Kolberg et al. (1) report from the Inter99 cohort that a risk score incorporating six biomarkers (adiponectin, C-reactive protein, ferritin, interleukin-2 receptor A, glucose, and insulin) is useful in the prediction of type 2 diabetes and could be recommended as a tool for identification of high-risk individuals. So far, however, there is little evidence that a procedure based partly on nonroutinely measured biomarkers is superior to risk scores based on personally known variables or on routinely measured clinical data.

An area under the receiver operating characteristic curve (AROC) of 0.76 is reported by the investigators, indicating a rather moderate diagnostic accuracy of the model (1). The investigators do not report sensitivities and specificities for different score cut points for their model, but the AROC suggests that about 40% of noncases would be falsely screened positive at a sensitivity of 80%. The presentation of the diabetes risk score (DRS) also ignores that the majority of future cases do not lay within the upper 10% of the DRS. Other risk scores based on noninvasive measures such as the German DRS (AROC 0.84) (2) or scores relying on personal as well as on routinely available clinical data such as the Framingham diabetes point score (AROC 0.85) (3) perform considerably better than the suggested biomarker model.

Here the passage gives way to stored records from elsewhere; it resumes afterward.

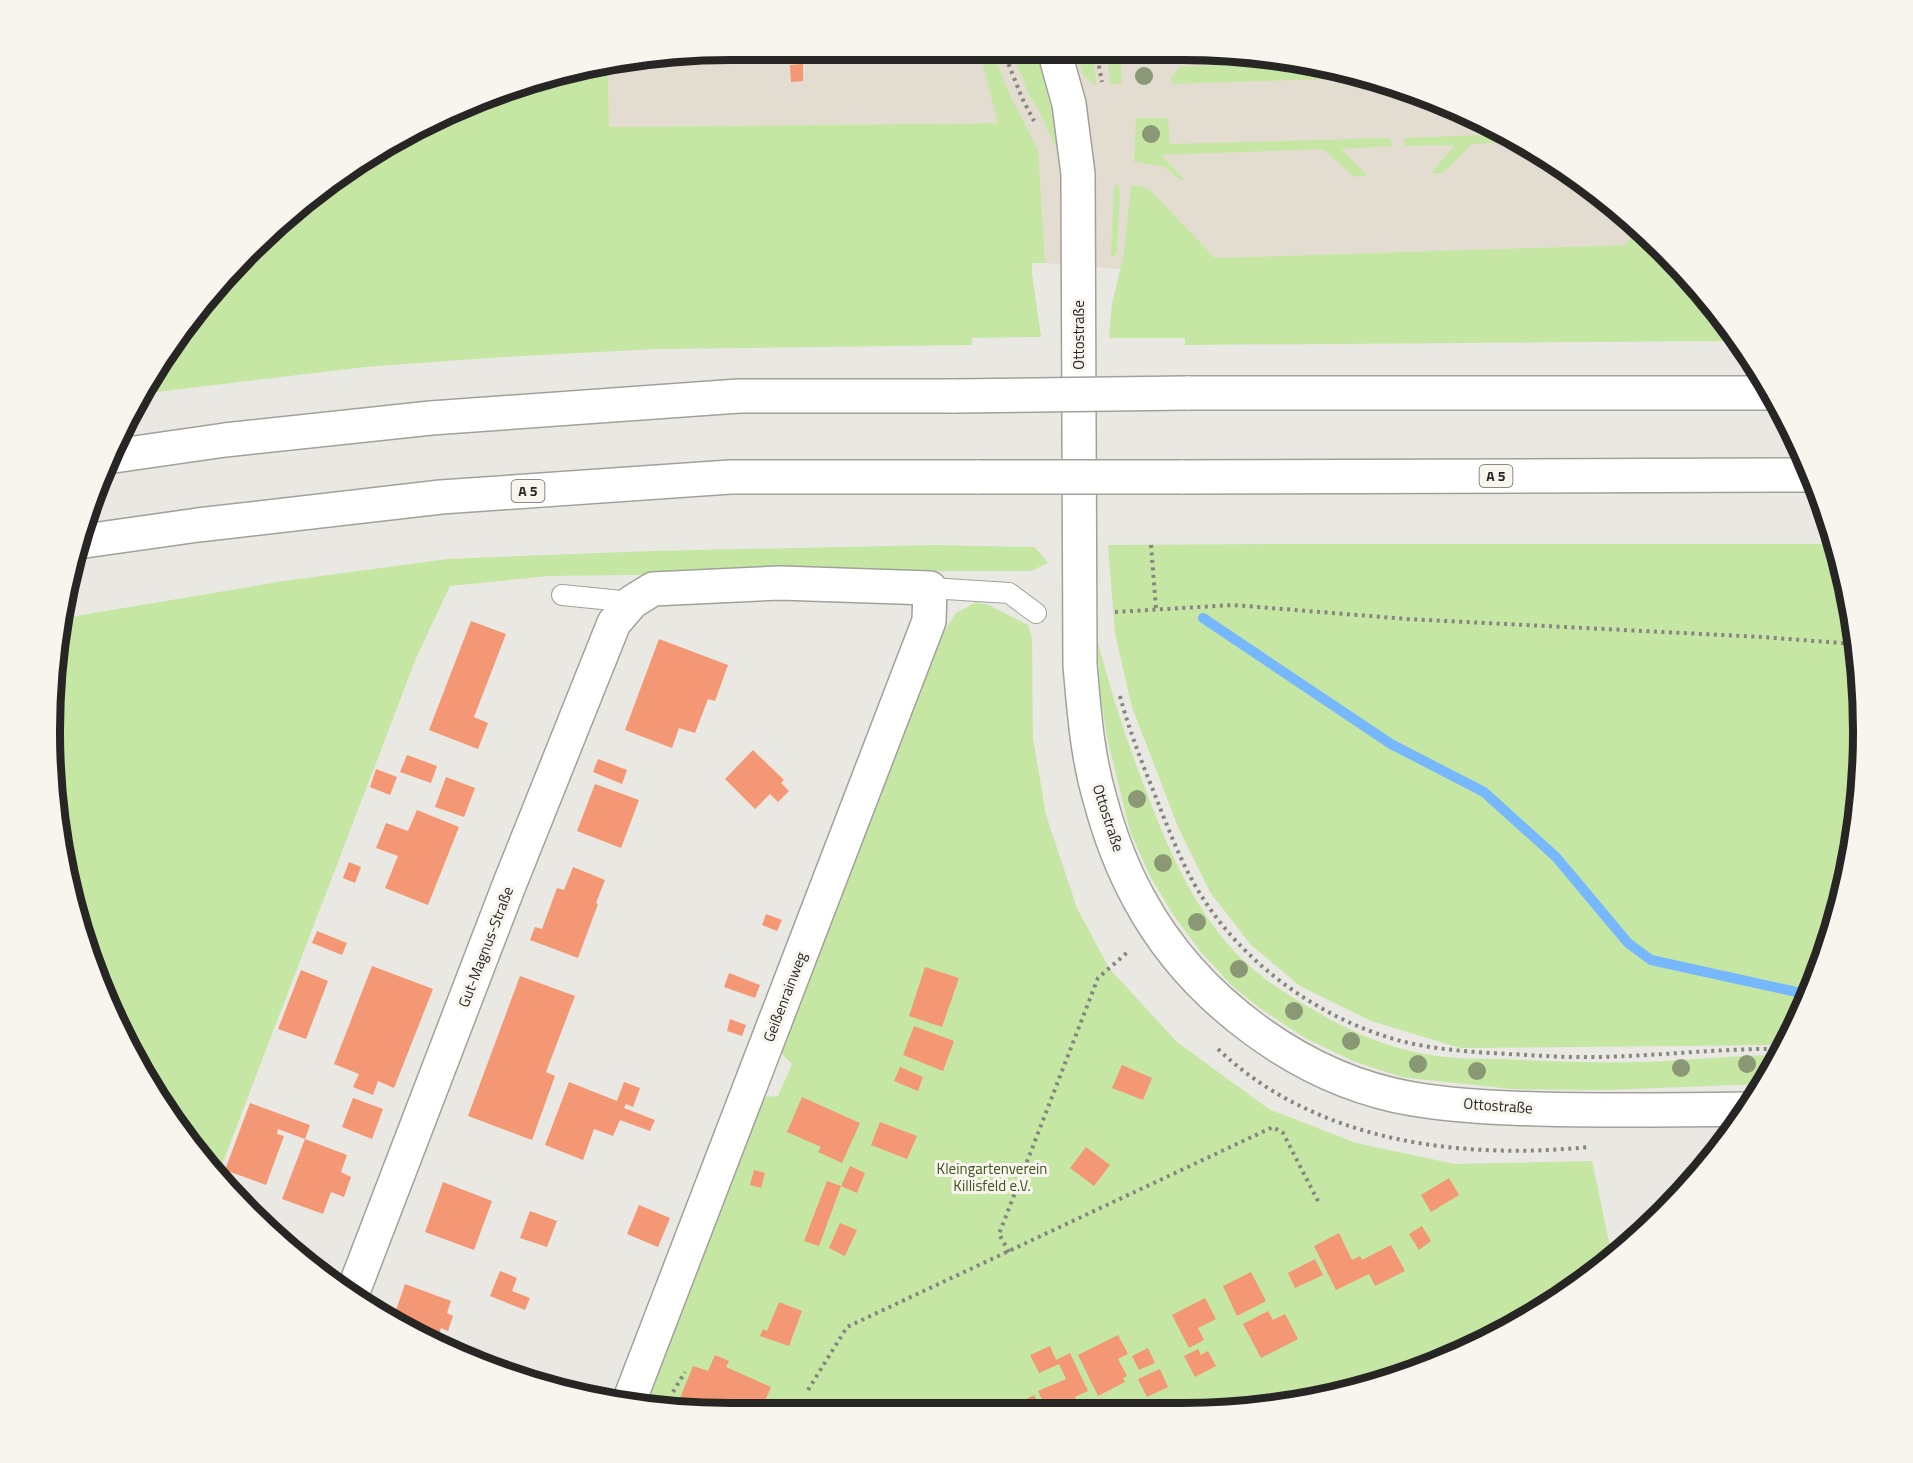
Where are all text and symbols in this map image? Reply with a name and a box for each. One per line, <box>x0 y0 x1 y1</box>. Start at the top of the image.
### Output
street label: Ottostraße <box>1067 300 1090 370</box>
road number: A 5 <box>1480 465 1512 487</box>
road number: A 5 <box>512 480 544 502</box>
street label: Ottostraße <box>1087 781 1130 854</box>
street label: Gut-Magnus-Straße <box>452 883 519 1011</box>
street label: Geißenrainweg <box>757 948 812 1045</box>
street label: Ottostraße <box>1463 1092 1533 1119</box>
park label: Kleingartenverein Killisfeld e.V. <box>937 1157 1047 1197</box>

Even for the Cambridge DRS, which only includes simple routinely collected nonbiochemical parameters, an AROC value of 0.75 was reported (4). Surprisingly, the investigators select alternative models for comparison mostly composed of one single parameter instead of comparing their model with models incorporating several routinely accessible parameters. The noninvasive clinical model given by the investigators for means of comparison does not even include sex, hypertension, or smoking status and has relatively poor performance in comparison with other noninvasive models (2,4).

Furthermore, the investigators argue that the AROC value of their risk score hardly improves when some parameters of noninvasive models are additionally incorporated in their model. However, this does not furnish evidence that biomarkers have more predictive power than routine data. In fact, it reflects that the risk factors of type 2 diabetes are highly correlated, and it would be interesting to see how large the effect on the accuracy indexes would be if it was the other way around and biomarkers would be added to models relying on personal or clinical routine data. We have previously reported that glucose, A1C, lipids, and liver enzymes improve prediction by the German DRS (AROC 0.90) but not C-reactive protein and adiponectin (5).

Analyses of the power of biomarkers to identify high-risk individuals are worthwhile. However, measurement of some of the suggested biomarkers is costly, and therefore, efforts toward a careful comparison and appraisal of different methods to predict diabetes risk have to be made. Also, diabetes risk screening is still hampered by a large number of false-positive screening results at acceptable sensitivities and consequently by large numbers needed to treat with lifestyle interventions. Thus, new prediction models should aim to optimize discrimination rather than to replace existing models.

No potential conflicts of interest relevant to this article were reported.